Secondary	LS Mean Change From Baseline in Low Luminance BCVA (LL-BCVA) Score in the Study Eye at Month 12	The LL-BCVA was measured by placing a 2.0-log-unit neutral density filter over the best correction and having the participant read the normally illuminated ETDRS chart. The score ranges from 0 to 100 letters, lower number indicating worse vision; a positive value of change from baseline indicates visual acuity gain and a negative value indicates visual acuity loss.	Baseline (Day 1) and Month 12.
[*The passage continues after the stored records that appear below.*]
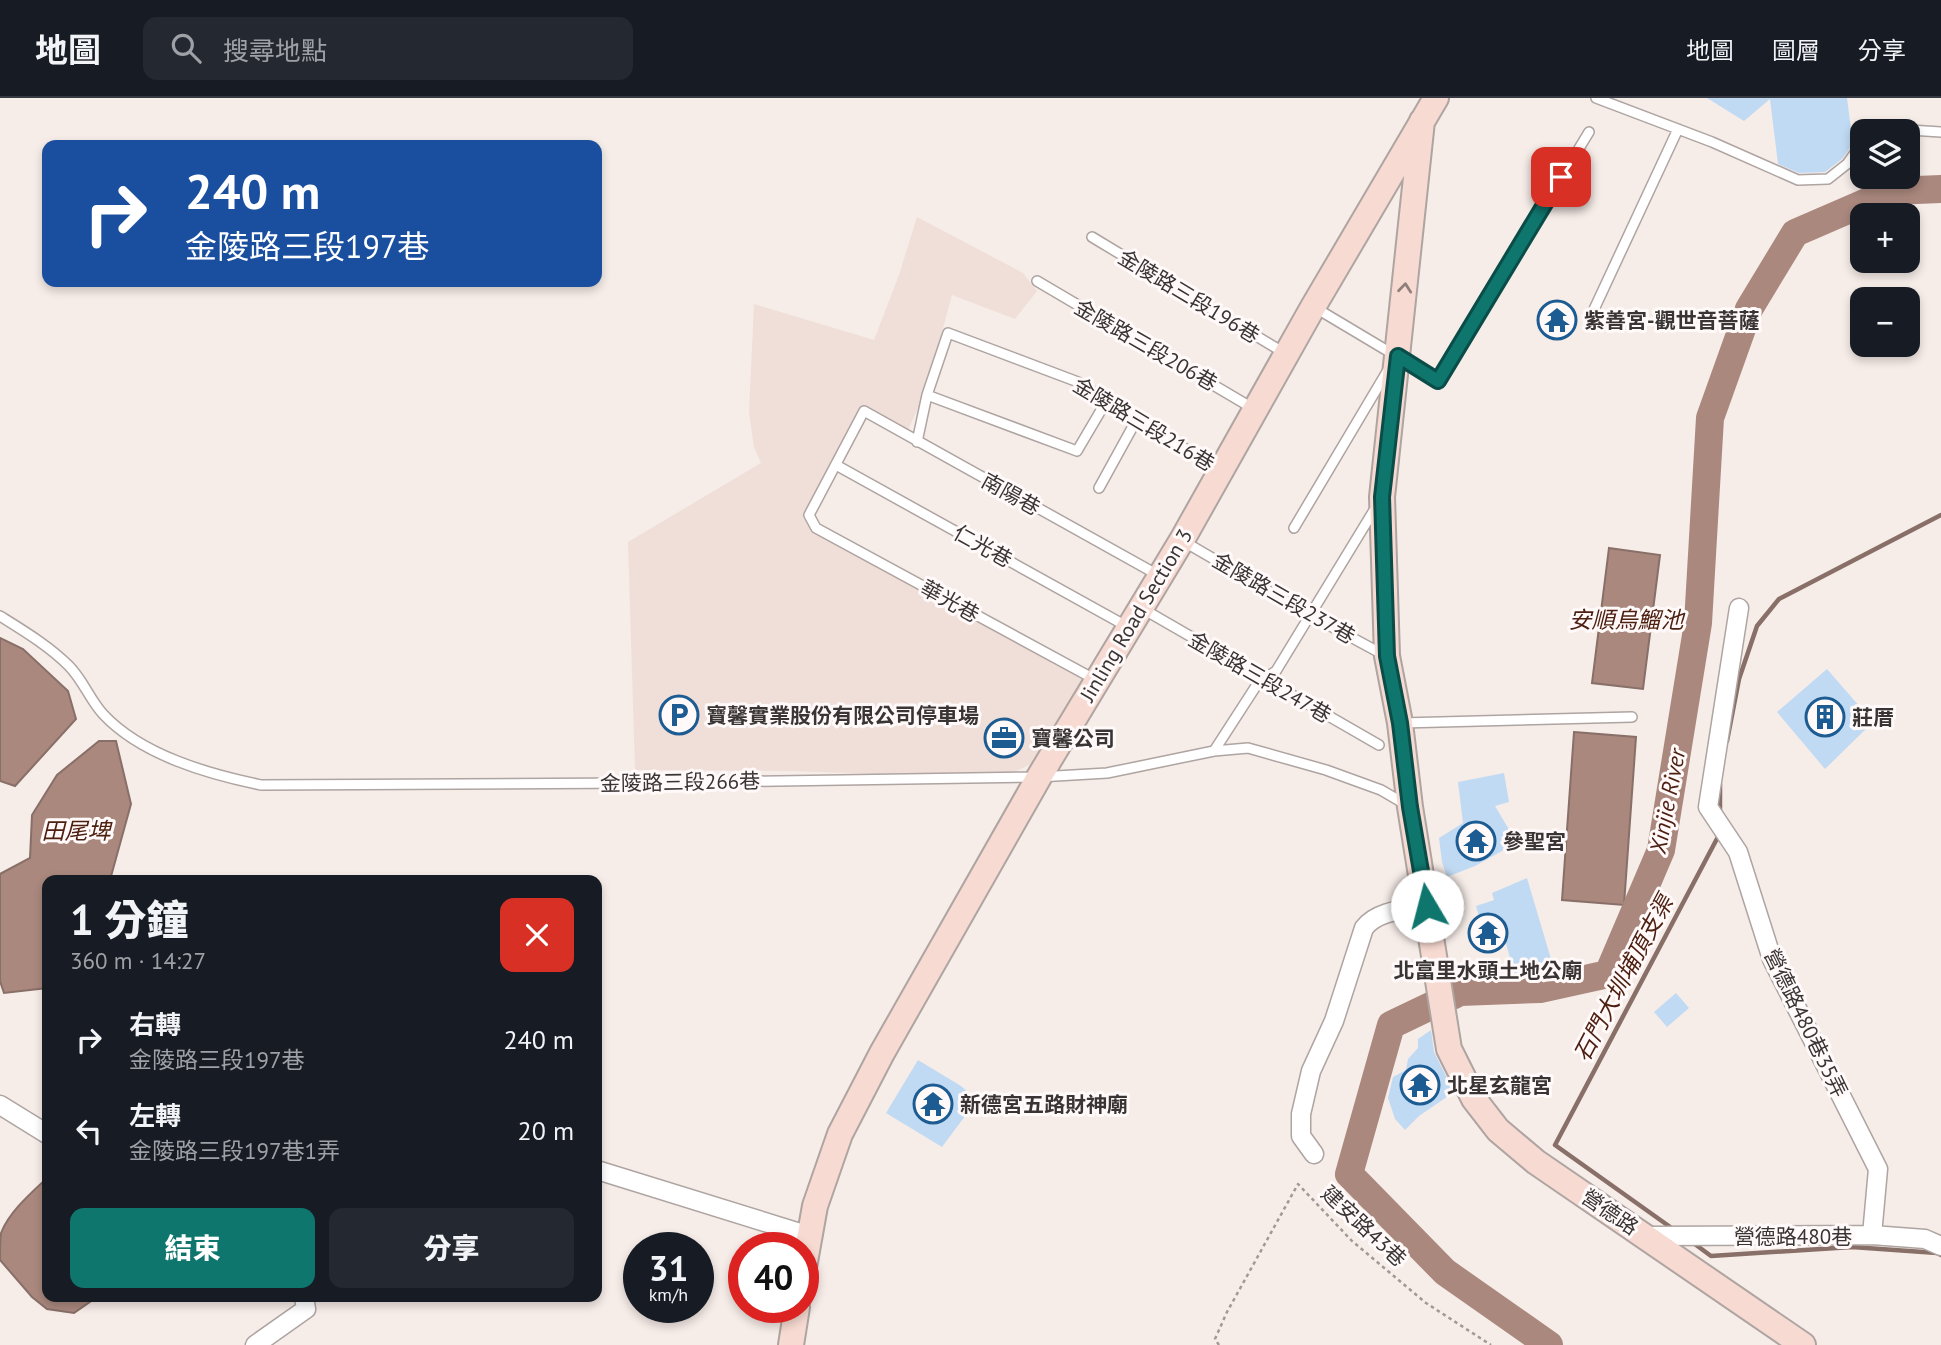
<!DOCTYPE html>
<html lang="zh-TW">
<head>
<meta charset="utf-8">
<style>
	:root { --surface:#171b24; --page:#242831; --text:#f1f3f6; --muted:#9ea1a6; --line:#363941; --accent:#0f766e }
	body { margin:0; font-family:"PT Sans","Noto Sans TC",sans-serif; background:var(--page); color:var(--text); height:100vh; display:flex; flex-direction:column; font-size:26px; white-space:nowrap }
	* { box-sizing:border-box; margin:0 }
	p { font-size:23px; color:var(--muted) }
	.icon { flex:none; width:38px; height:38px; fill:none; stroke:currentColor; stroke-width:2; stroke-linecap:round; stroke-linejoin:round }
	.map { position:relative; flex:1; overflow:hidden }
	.panel { position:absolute; left:42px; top:777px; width:560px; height:427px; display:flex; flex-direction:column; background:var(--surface); border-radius:14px; box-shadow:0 4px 10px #0003 }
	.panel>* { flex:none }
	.banner { position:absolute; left:42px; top:42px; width:560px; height:147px; border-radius:14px; box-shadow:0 4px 10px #0003; background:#1a4fa0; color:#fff; overflow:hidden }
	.buttons { position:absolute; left:1850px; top:21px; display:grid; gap:14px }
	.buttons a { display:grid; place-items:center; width:70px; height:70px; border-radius:14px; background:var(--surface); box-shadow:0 4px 10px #0003; font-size:35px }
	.speed { position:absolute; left:623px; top:1134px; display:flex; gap:14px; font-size:35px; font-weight:700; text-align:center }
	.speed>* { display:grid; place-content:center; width:91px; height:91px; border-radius:50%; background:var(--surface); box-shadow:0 4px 10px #0003; line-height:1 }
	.speed small { font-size:18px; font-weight:400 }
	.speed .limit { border:10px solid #d22; background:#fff; color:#111 }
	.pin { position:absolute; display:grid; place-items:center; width:60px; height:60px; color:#fff; margin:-30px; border-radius:14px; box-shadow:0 4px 10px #0006 }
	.me { position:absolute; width:77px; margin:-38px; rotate:352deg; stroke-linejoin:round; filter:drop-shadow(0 0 5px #0008) }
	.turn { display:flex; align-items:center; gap:24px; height:147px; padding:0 28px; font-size:32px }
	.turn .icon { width:91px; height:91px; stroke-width:2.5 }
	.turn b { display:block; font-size:49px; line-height:60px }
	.round { display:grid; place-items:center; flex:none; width:74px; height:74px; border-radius:14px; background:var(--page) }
	.overview { display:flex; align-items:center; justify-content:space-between; height:119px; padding:0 28px }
	h1 { font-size:42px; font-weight:800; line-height:52px }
	.cta { display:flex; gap:14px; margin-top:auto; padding:14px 28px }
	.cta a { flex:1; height:80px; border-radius:14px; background:var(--accent); color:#fff; font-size:28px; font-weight:800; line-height:80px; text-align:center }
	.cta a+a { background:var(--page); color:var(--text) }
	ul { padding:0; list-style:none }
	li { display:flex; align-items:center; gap:21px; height:91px; padding:0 28px }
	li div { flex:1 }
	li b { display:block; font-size:26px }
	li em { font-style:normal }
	header { display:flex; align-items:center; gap:42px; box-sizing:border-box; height:98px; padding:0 35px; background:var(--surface); border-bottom:2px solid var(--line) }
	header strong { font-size:33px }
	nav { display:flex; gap:38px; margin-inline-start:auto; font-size:24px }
	.search { width:490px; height:63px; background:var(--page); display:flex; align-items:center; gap:18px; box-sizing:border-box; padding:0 24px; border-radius:14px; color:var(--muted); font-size:26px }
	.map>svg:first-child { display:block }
</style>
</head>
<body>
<header>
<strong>地圖</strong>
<div class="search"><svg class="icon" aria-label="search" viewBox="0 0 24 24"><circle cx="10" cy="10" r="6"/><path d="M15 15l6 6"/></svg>搜尋地點</div>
<nav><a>地圖</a><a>圖層</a><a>分享</a></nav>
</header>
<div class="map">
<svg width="1941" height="1247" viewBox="0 0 1941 1247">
	<rect width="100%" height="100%" fill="#f6ece8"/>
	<!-- built -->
	<path fill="#f0ded8" d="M917 119 1023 175 1037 193 1015 221 952 197 926 293 907 334 863 308 803 420 960 511 1089 582 1043 657 1029 667 1014 674 876 676 794 673 635 672 628 444 761 365 754 349 749 314 754 206 874 242 899 177Z"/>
	<!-- water -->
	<path fill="#aa887e" stroke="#886f68" stroke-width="2" d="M1609 450 1660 457 1643 591 1592 585Z
		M0 540 23 551 68 593 76 621 15 688 0 683Z
		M1574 634 1636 639 1624 807 1562 802Z
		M99 643H116L131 706 110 782H47V890L4 895 0 883V776L30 760 32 717 57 677Z
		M47 1080V1199H97L74 1215 47 1211 32 1199 0 1162C0 1154 0 1143 1 1135 9 1114 31 1095 47 1080Z"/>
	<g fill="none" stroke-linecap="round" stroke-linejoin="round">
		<!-- stream -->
		<path stroke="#886f68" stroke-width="4.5" d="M1727 643 1739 581 1757 528 1779 501 1941 417
			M1720 686V715
			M1673 1131 1555 1047 1720 735
			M1692 1144 1711 1158 1852 1149 1937 1155 1941 1157"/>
		<!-- river -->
		<path stroke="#aa887e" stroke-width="28" d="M1549 1247 1445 1174 1349 1076 1391 927 1460 894 1540 891 1608 876 1661 752 1698 525 1710 320 1749 211 1795 135 1892 93 1941 91"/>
	</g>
	<!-- building -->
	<path fill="#c1daf3" d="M1707 0H1847L1853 46 1842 61 1825 74 1799 75 1778 66 1770 1 1744 23Z
		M1551 209 1571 218 1563 235 1543 226Z
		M1827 571 1873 624 1825 671 1777 614Z
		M1504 675 1509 704 1495 708 1514 740 1502 753 1475 768 1447 779 1442 764 1439 740 1463 725 1458 684Z
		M1527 780 1551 861 1515 878 1499 820 1481 826 1476 808 1494 802 1492 795Z
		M1676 895 1689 910 1667 929 1654 914Z
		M1431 932 1434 954 1449 984 1451 996 1419 1018 1405 1032 1395 1021 1388 1000 1393 979 1406 972 1408 961 1418 950V941Z
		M918 962 961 988 977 1002 942 1049 886 1015Z"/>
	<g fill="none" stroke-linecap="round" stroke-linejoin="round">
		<defs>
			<path id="lane" d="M1596 0 1712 44 1798 82 1828 81 1847 66 1862 45
				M1889 33 1894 31 1941 34
				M1092 139 1286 256
				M1037 183 1254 311
				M1314 209 1438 283 1589 34
				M1590 220 1678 31
				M1107 302 1077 353 927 297 948 235 1078 284 1218 371
				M917 344 927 297
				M836 367 1128 529
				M1099 390 1137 321
				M1294 430 1388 272
				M1183 443 1310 517 1384 557
				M1143 511 1379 647
				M0 518C24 533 49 548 69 568 83 582 90 602 103 616 141 657 208 676 261 687L637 685 1039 679 1107 675 1214 653 1248 650 1326 672 1381 692 1405 706
				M1096 582 816 430 809 417 864 313 1158 477
				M1402 625 1632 619
				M1214 653 1258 585 1276 573 1376 409"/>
			<path id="street" d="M1739 510 1708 709 1738 754 1772 861 1878 1071 1872 1137
				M0 1007 47 1036
				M1314 1056 1301 1038V1016L1311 973 1334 923 1364 830C1378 812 1405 812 1427 808
				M597 1072 810 1138
				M1644 1138 1872 1137 1925 1141 1941 1148
				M255 1247 306 1211 304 1199"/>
			<path id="secondary" d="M1422 23 1382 399 1387 558 1400 625 1410 709 1449 951 1474 1001 1498 1032 1536 1064 1803 1247
				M803 1175 815 1108 840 1036 882 955 1039 679 1182 442 1313 209 1436 0
				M791 1247 797 1209"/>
		</defs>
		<!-- lane casing -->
		<use href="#lane" stroke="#aea4a1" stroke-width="12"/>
		<!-- street casing -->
		<use href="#street" stroke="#aea4a1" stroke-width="21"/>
		<!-- secondary casing -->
		<use href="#secondary" stroke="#aea4a1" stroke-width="28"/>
		<!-- path -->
		<path stroke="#a19997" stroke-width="2.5" stroke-dasharray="3.5 3.5" stroke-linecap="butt" d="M1219 1247 1215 1241 1227 1214 1298 1086 1352 1143 1426 1205 1491 1247"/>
		<!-- lane -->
		<use href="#lane" stroke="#fff" stroke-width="9"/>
		<!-- street -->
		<use href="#street" stroke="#fff" stroke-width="18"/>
		<!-- secondary -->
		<use href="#secondary" stroke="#f7dad1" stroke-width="24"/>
	</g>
	<!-- one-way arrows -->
	<defs><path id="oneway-chevron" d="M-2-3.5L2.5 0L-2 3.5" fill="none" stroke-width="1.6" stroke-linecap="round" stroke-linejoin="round" transform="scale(1.75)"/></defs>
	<use stroke="#8e7f7b" href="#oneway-chevron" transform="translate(1405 190) rotate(-84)"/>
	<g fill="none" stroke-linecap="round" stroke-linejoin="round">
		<defs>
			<path id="route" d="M1427 808 1410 709 1400 625 1387 558 1382 399 1398 258 1438 283 1561 79"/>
		</defs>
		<!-- route casing -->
		<use href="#route" stroke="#0a4d48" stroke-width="18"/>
		<!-- route -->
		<use href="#route" stroke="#0f766e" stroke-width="12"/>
	</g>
	<!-- icons -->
	<defs>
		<symbol id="temple-ring" viewBox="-11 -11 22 22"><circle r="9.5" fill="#fffaf9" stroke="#1d5c92" stroke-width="1.5"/><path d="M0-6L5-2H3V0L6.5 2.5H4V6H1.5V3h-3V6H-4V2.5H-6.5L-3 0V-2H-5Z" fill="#1d5c92"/></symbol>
		<symbol id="parking-ring" viewBox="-11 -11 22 22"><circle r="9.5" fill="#fffaf9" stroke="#1d5c92" stroke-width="1.5"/><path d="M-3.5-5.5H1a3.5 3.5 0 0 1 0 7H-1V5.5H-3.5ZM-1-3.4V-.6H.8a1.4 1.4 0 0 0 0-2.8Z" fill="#1d5c92"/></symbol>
		<symbol id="building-ring" viewBox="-11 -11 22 22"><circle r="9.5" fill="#fffaf9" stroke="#1d5c92" stroke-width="1.5"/><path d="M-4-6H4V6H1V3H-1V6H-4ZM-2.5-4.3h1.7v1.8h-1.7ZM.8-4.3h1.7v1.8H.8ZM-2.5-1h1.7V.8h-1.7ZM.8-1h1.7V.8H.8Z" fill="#1d5c92"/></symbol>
		<symbol id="office-ring" viewBox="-11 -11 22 22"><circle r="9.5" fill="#fffaf9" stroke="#1d5c92" stroke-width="1.5"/><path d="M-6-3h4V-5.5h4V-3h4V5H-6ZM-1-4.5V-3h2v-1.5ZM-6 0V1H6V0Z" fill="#1d5c92"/></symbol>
	</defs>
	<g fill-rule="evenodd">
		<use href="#temple-ring" x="1535" y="200" width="44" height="44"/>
		<use href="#parking-ring" x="657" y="595" width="44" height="44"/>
		<use href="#building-ring" x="1803" y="597" width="44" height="44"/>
		<use href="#office-ring" x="982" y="618" width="44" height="44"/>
		<use href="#temple-ring" x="1454" y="721" width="44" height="44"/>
		<use href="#temple-ring" x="1466" y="813" width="44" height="44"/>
		<use href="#temple-ring" x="1398" y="965" width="44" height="44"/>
		<use href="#temple-ring" x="911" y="984" width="44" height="44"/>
	</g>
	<g text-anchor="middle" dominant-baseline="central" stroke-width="6" stroke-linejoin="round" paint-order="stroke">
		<!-- street labels -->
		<g font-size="21" fill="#393534" stroke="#fffaf9">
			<text transform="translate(1189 198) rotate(31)">金陵路三段196巷</text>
			<text transform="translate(1146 247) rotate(30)">金陵路三段206巷</text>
			<text transform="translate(1144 326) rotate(31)">金陵路三段216巷</text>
			<text transform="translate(1011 396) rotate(29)">南陽巷</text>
			<text transform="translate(983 448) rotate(29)">仁光巷</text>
			<text transform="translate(1284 500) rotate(30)">金陵路三段237巷</text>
			<text transform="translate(950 503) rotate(29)">華光巷</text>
			<text transform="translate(1136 517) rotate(-59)">Jinling Road Section 3</text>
			<text transform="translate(1260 579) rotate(30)">金陵路三段247巷</text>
			<text transform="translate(680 684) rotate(-1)">金陵路三段266巷</text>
			<text transform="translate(1806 925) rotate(64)">營德路480巷35弄</text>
			<text transform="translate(1610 1114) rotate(34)">營德路</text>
			<text transform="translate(1364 1128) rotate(43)">建安路43巷</text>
			<text x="1793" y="1138">營德路480巷</text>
		</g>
		<!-- poi labels -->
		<g font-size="21" font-weight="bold" fill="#393534" stroke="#fffaf9" text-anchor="start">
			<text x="1584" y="222">紫善宮-觀世音菩薩</text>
			<text x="706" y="617">寶馨實業股份有限公司停車場</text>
			<text x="1852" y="619">莊厝</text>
			<text x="1031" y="640">寶馨公司</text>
			<text x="1503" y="743">參聖宮</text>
			<text x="1488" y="872" text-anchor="middle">北富里水頭土地公廟</text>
			<text x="1447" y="987">北星玄龍宮</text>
			<text x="960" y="1006">新德宮五路財神廟</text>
		</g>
		<!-- water labels -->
		<g font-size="23" font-style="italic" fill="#4e2011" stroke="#fffaf9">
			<text x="1626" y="521">安順烏鰡池</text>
			<text transform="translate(1667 703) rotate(-79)">Xinjie River</text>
			<text x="76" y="732">田尾埤</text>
			<text transform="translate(1623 880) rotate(-62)">石門大圳埔頂支渠</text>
		</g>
	</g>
</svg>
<div class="buttons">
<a><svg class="icon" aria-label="layers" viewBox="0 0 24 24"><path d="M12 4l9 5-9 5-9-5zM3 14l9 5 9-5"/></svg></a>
<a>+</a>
<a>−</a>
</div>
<div class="speed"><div>31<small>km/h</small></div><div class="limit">40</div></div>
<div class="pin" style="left:1561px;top:79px;background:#d93025"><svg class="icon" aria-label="arrive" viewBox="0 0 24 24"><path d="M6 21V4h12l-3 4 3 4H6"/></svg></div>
<svg class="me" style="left:1427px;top:808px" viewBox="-20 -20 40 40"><circle r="19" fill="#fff"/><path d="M0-13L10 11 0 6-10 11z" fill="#0f766e"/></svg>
<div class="banner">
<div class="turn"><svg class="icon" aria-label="right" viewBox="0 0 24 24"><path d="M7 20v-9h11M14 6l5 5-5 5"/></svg><div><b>240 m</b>金陵路三段197巷</div></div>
</div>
<section class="panel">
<div class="overview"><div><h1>1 分鐘</h1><p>360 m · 14:27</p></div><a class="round" style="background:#d93025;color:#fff"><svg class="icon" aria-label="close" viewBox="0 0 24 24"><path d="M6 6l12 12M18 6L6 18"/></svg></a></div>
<ul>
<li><svg class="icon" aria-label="right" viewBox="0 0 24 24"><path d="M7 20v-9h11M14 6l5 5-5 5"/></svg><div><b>右轉</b><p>金陵路三段197巷</p></div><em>240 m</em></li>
<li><svg class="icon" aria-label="left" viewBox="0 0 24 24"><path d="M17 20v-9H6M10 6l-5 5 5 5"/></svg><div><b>左轉</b><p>金陵路三段197巷1弄</p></div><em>20 m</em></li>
</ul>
<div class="cta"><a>結束</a><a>分享</a></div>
</section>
</div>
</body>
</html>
Secondary	LS Mean Change From Baseline in Low Luminance VA (LL-VA) Deficit Score in the Study Eye at Month 12	The LL-VA deficit score is calculated as BCVA score minus LL-BCVA score. The LL-VA deficit score ranges from 0 to 100 letters, lower number indicating worse deficit.	Baseline (Day 1) and Month 12.
Secondary	LS Mean Change From Baseline in Distance of GA Lesion From the Fovea (Foveal Encroachment) in the Study Eye at Month 12	The foveal encroachment in the study eye was measured by FAF. Baseline is defined as the last available, non-missing observation prior to first study drug administration.	Baseline (Day 1) and Month 12.
Secondary	Number of Subjects With Any Macular Neovascularization (MNV) TEAEs in the Study Eye	The number of subjects with any MNV TEAEs in the study eye was identified via clinical review of all ocular TEAEs.	From the time of first study drug administration (Day 1) up to Month 12 (Data cut-off date).